Retailers have the opportunity to capitalize on this opportunity by arming store associates with technology that allows them to show options, guide the purchase journey and even complete transactions. In the long run, investing in associate-facing technology may be more important than self-service technology because it presents more opportunities for cross-sells and up-sells.
Omnichannel has been a hot topic in the retail industry for years. While some organizations created new divisions and executive roles to show their stamina to keep pace with market trends, others focused on getting their operations in shape and investing in new customer engagement tools and tactics.
However, the industry is changing so rapidly that retailers must constantly shift their attention and dollars.

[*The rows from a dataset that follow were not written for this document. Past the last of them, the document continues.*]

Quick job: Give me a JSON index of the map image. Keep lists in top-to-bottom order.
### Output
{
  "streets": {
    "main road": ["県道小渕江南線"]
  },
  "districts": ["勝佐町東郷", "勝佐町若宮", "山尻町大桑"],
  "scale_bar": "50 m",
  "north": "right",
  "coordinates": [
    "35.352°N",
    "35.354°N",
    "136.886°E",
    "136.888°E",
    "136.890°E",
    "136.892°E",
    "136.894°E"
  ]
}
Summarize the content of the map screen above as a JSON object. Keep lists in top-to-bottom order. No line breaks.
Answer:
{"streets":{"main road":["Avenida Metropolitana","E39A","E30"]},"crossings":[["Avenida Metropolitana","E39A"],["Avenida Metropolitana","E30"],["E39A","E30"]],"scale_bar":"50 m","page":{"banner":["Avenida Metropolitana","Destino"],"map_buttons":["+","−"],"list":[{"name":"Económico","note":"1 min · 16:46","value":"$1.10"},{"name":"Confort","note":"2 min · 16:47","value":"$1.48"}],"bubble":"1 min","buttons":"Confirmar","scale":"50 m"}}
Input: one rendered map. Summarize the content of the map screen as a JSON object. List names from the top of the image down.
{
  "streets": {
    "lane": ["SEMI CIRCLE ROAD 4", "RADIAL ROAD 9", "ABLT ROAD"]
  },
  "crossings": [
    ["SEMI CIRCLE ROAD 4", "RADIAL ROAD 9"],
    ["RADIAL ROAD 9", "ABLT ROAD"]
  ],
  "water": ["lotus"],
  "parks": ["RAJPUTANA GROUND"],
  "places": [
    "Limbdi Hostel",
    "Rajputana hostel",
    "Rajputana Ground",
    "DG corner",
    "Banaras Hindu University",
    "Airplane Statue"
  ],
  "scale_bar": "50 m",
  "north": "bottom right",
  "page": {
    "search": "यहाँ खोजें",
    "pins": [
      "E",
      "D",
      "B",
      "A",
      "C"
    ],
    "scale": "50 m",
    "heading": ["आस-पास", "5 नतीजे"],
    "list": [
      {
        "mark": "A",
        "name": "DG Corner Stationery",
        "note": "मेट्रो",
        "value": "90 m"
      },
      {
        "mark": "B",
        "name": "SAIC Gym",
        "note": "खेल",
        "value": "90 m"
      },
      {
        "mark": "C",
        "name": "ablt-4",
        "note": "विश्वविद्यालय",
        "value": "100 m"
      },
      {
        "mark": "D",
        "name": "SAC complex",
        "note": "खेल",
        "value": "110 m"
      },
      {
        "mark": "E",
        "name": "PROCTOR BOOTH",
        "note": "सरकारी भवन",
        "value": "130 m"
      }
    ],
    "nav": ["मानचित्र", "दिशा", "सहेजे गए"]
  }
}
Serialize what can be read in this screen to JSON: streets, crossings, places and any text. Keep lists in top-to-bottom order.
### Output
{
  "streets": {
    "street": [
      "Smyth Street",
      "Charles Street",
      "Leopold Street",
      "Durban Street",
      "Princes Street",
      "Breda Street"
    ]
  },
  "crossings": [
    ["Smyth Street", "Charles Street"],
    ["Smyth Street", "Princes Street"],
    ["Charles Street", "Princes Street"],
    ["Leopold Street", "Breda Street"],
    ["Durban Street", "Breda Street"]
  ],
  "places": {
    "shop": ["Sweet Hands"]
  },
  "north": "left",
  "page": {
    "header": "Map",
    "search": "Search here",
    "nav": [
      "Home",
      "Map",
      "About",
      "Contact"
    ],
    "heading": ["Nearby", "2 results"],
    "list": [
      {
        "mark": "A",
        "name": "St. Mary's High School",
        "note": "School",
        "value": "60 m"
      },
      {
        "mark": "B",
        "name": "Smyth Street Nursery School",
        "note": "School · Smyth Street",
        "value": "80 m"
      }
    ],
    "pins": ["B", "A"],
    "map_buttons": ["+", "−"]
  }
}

While retailers seemed confident in their investments, they realize they still have a lot of work to do to ensure business health and wellness.
In 2016, only if we will see retailers work tirelessly to improve collaboration across teams and departments, break down organizational silos and create a 360-degree view of not only their businesses, but of their customers’. Only then will they be able to achieve the level of relevancy that consumers demand and reach the omnichannel finish line.